*** Opening of Recorded information ***

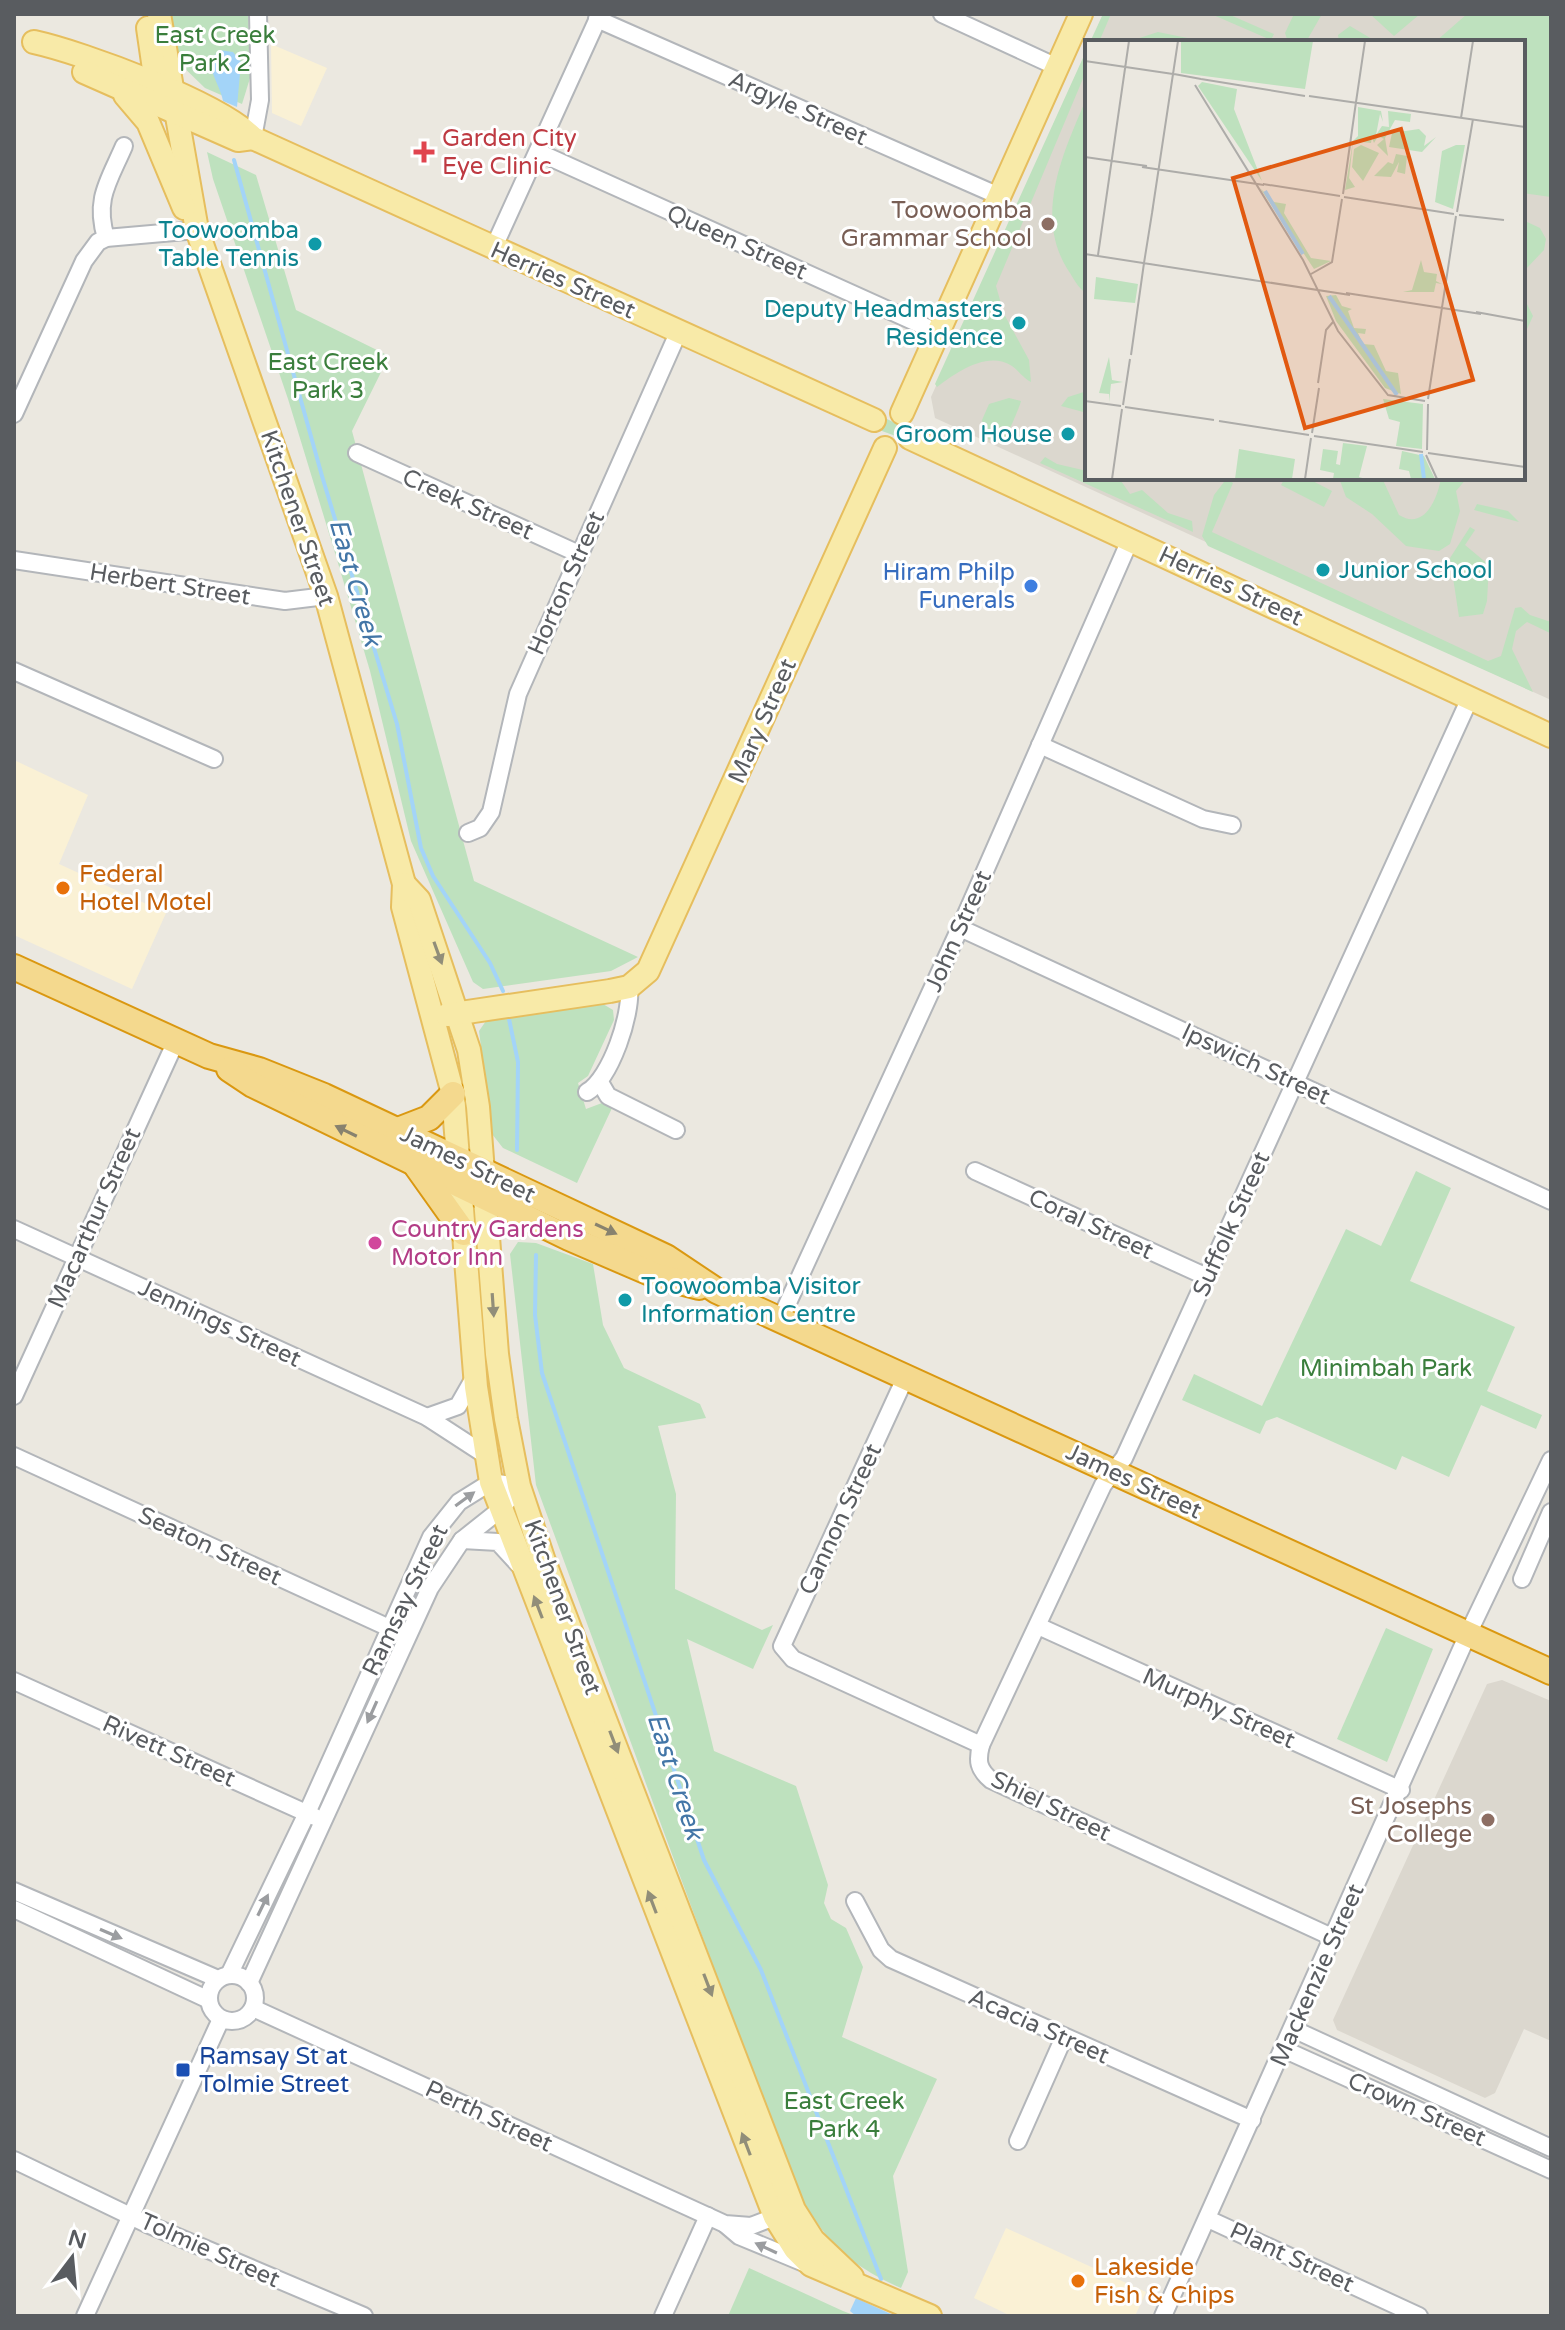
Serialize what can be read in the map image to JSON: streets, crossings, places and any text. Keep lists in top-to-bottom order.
{
  "streets": {
    "highway": ["James Street"],
    "main road": [
      "Herries Street",
      "Kitchener Street",
      "Mary Street",
      "Perth Street"
    ],
    "street": [
      "Argyle Street",
      "Queen Street",
      "Creek Street",
      "Horton Street",
      "Herbert Street",
      "John Street",
      "Ipswich Street",
      "Macarthur Street",
      "Coral Street",
      "Suffolk Street",
      "Jennings Street",
      "Cannon Street",
      "Seaton Street",
      "Ramsay Street",
      "Murphy Street",
      "Rivett Street",
      "Shiel Street",
      "Mackenzie Street",
      "Acacia Street",
      "Crown Street",
      "Tolmie Street",
      "Plant Street"
    ]
  },
  "crossings": [
    ["Herries Street", "Kitchener Street"],
    ["Herries Street", "Horton Street"],
    ["Herries Street", "Mary Street"],
    ["Herries Street", "John Street"],
    ["Herries Street", "Suffolk Street"],
    ["Creek Street", "Horton Street"],
    ["Kitchener Street", "Herbert Street"],
    ["Kitchener Street", "James Street"],
    ["Kitchener Street", "Jennings Street"],
    ["Kitchener Street", "Ramsay Street"],
    ["Kitchener Street", "Perth Street"],
    ["John Street", "Ipswich Street"],
    ["John Street", "James Street"],
    ["Ipswich Street", "Suffolk Street"],
    ["James Street", "Macarthur Street"],
    ["James Street", "Suffolk Street"],
    ["James Street", "Cannon Street"],
    ["James Street", "Mackenzie Street"],
    ["Macarthur Street", "Jennings Street"],
    ["Coral Street", "Suffolk Street"],
    ["Suffolk Street", "Murphy Street"],
    ["Suffolk Street", "Shiel Street"],
    ["Cannon Street", "Shiel Street"],
    ["Seaton Street", "Ramsay Street"],
    ["Ramsay Street", "Rivett Street"],
    ["Ramsay Street", "Perth Street"],
    ["Murphy Street", "Mackenzie Street"],
    ["Shiel Street", "Mackenzie Street"],
    ["Mackenzie Street", "Acacia Street"],
    ["Mackenzie Street", "Crown Street"],
    ["Mackenzie Street", "Plant Street"]
  ],
  "water": ["East Creek"],
  "parks": [
    "East Creek Park 2",
    "East Creek Park 3",
    "Minimbah Park",
    "East Creek Park 4"
  ],
  "places": {
    "health": ["Garden City Eye Clinic"],
    "other": [
      "Toowoomba Grammar School",
      "Toowoomba Table Tennis",
      "Deputy Headmasters Residence",
      "Groom House",
      "Junior School",
      "Hiram Philp Funerals",
      "Federal Hotel Motel",
      "Country Gardens Motor Inn",
      "Toowoomba Visitor Information Centre",
      "St Josephs College",
      "Lakeside Fish & Chips"
    ],
    "transit": ["Ramsay St at Tolmie Street"]
  },
  "north": "top"
}
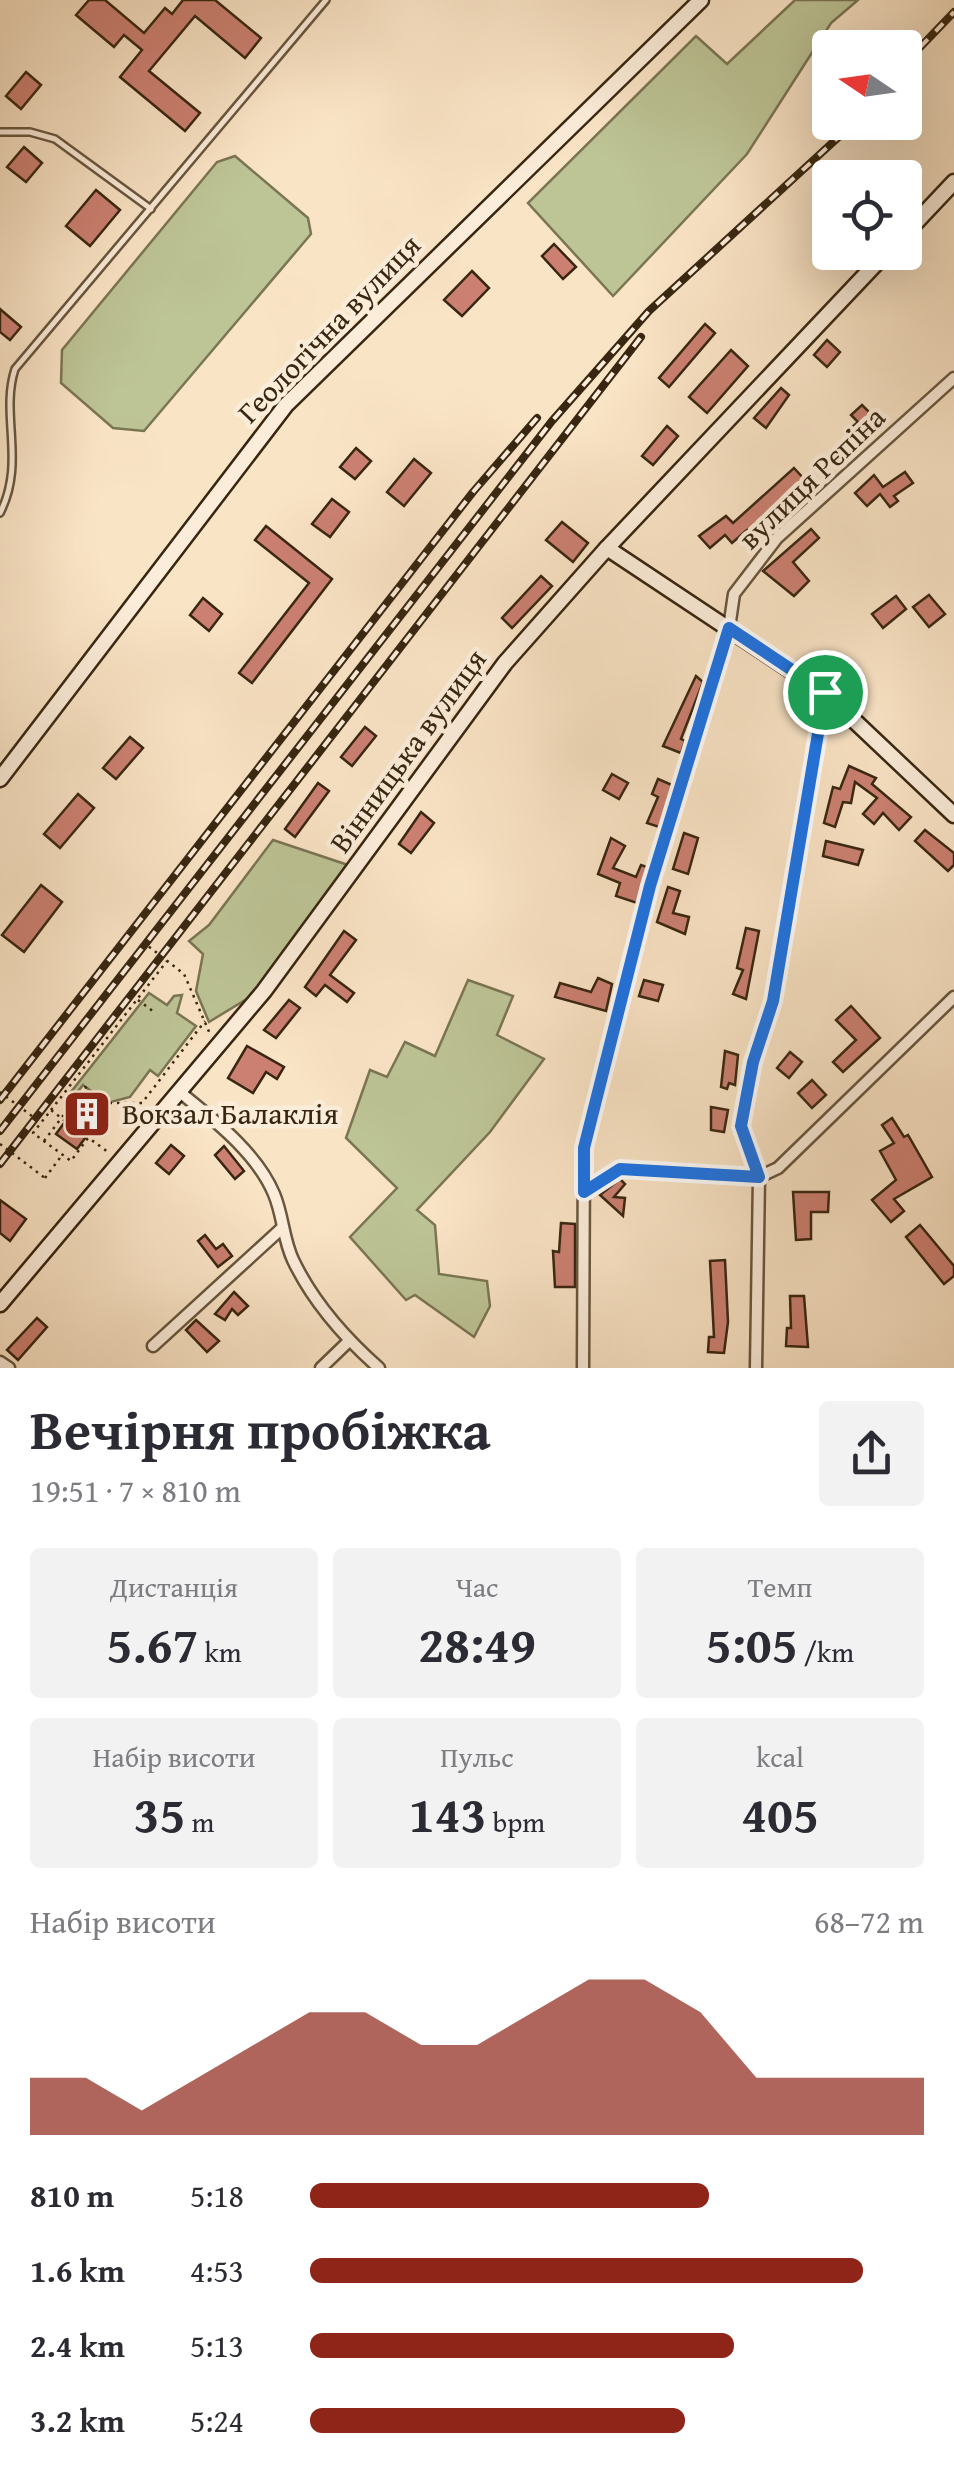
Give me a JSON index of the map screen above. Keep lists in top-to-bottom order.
{
  "streets": {
    "street": ["Геологічна вулиця", "вулиця Рєпіна", "Вінницька вулиця"]
  },
  "places": {
    "building": ["Вокзал Балаклія"]
  },
  "north": "left",
  "page": {
    "heading": ["Вечірня пробіжка", "19:51 · 7 × 810 m"],
    "stats": [
      ["Дистанція", "5.67 km"],
      ["Час", "28:49"],
      ["Темп", "5:05 /km"],
      ["Набір висоти", "35 m"],
      ["Пульс", "143 bpm"],
      ["kcal", "405"]
    ],
    "chart": ["Набір висоти", "68–72 m"],
    "list": [
      {
        "name": "810 m",
        "note": "5:18"
      },
      {
        "name": "1.6 km",
        "note": "4:53"
      },
      {
        "name": "2.4 km",
        "note": "5:13"
      },
      {
        "name": "3.2 km",
        "note": "5:24"
      }
    ]
  }
}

*** Close of Recorded information ***

Required work » Word for word, set down each record shown above, omitting the pictures.

Solution to this exercise »
Serialize what can be read in the map image to JSON: streets, crossings, places and any text. Keep lists in top-to-bottom order.
{
  "streets": {
    "highway": ["James Street"],
    "main road": [
      "Herries Street",
      "Kitchener Street",
      "Mary Street",
      "Perth Street"
    ],
    "street": [
      "Argyle Street",
      "Queen Street",
      "Creek Street",
      "Horton Street",
      "Herbert Street",
      "John Street",
      "Ipswich Street",
      "Macarthur Street",
      "Coral Street",
      "Suffolk Street",
      "Jennings Street",
      "Cannon Street",
      "Seaton Street",
      "Ramsay Street",
      "Murphy Street",
      "Rivett Street",
      "Shiel Street",
      "Mackenzie Street",
      "Acacia Street",
      "Crown Street",
      "Tolmie Street",
      "Plant Street"
    ]
  },
  "crossings": [
    ["Herries Street", "Kitchener Street"],
    ["Herries Street", "Horton Street"],
    ["Herries Street", "Mary Street"],
    ["Herries Street", "John Street"],
    ["Herries Street", "Suffolk Street"],
    ["Creek Street", "Horton Street"],
    ["Kitchener Street", "Herbert Street"],
    ["Kitchener Street", "James Street"],
    ["Kitchener Street", "Jennings Street"],
    ["Kitchener Street", "Ramsay Street"],
    ["Kitchener Street", "Perth Street"],
    ["John Street", "Ipswich Street"],
    ["John Street", "James Street"],
    ["Ipswich Street", "Suffolk Street"],
    ["James Street", "Macarthur Street"],
    ["James Street", "Suffolk Street"],
    ["James Street", "Cannon Street"],
    ["James Street", "Mackenzie Street"],
    ["Macarthur Street", "Jennings Street"],
    ["Coral Street", "Suffolk Street"],
    ["Suffolk Street", "Murphy Street"],
    ["Suffolk Street", "Shiel Street"],
    ["Cannon Street", "Shiel Street"],
    ["Seaton Street", "Ramsay Street"],
    ["Ramsay Street", "Rivett Street"],
    ["Ramsay Street", "Perth Street"],
    ["Murphy Street", "Mackenzie Street"],
    ["Shiel Street", "Mackenzie Street"],
    ["Mackenzie Street", "Acacia Street"],
    ["Mackenzie Street", "Crown Street"],
    ["Mackenzie Street", "Plant Street"]
  ],
  "water": ["East Creek"],
  "parks": [
    "East Creek Park 2",
    "East Creek Park 3",
    "Minimbah Park",
    "East Creek Park 4"
  ],
  "places": {
    "health": ["Garden City Eye Clinic"],
    "other": [
      "Toowoomba Grammar School",
      "Toowoomba Table Tennis",
      "Deputy Headmasters Residence",
      "Groom House",
      "Junior School",
      "Hiram Philp Funerals",
      "Federal Hotel Motel",
      "Country Gardens Motor Inn",
      "Toowoomba Visitor Information Centre",
      "St Josephs College",
      "Lakeside Fish & Chips"
    ],
    "transit": ["Ramsay St at Tolmie Street"]
  },
  "north": "top"
}
Give me a JSON index of the map screen above. Keep lists in top-to-bottom order.
{
  "streets": {
    "street": ["Геологічна вулиця", "вулиця Рєпіна", "Вінницька вулиця"]
  },
  "places": {
    "building": ["Вокзал Балаклія"]
  },
  "north": "left",
  "page": {
    "heading": ["Вечірня пробіжка", "19:51 · 7 × 810 m"],
    "stats": [
      ["Дистанція", "5.67 km"],
      ["Час", "28:49"],
      ["Темп", "5:05 /km"],
      ["Набір висоти", "35 m"],
      ["Пульс", "143 bpm"],
      ["kcal", "405"]
    ],
    "chart": ["Набір висоти", "68–72 m"],
    "list": [
      {
        "name": "810 m",
        "note": "5:18"
      },
      {
        "name": "1.6 km",
        "note": "4:53"
      },
      {
        "name": "2.4 km",
        "note": "5:13"
      },
      {
        "name": "3.2 km",
        "note": "5:24"
      }
    ]
  }
}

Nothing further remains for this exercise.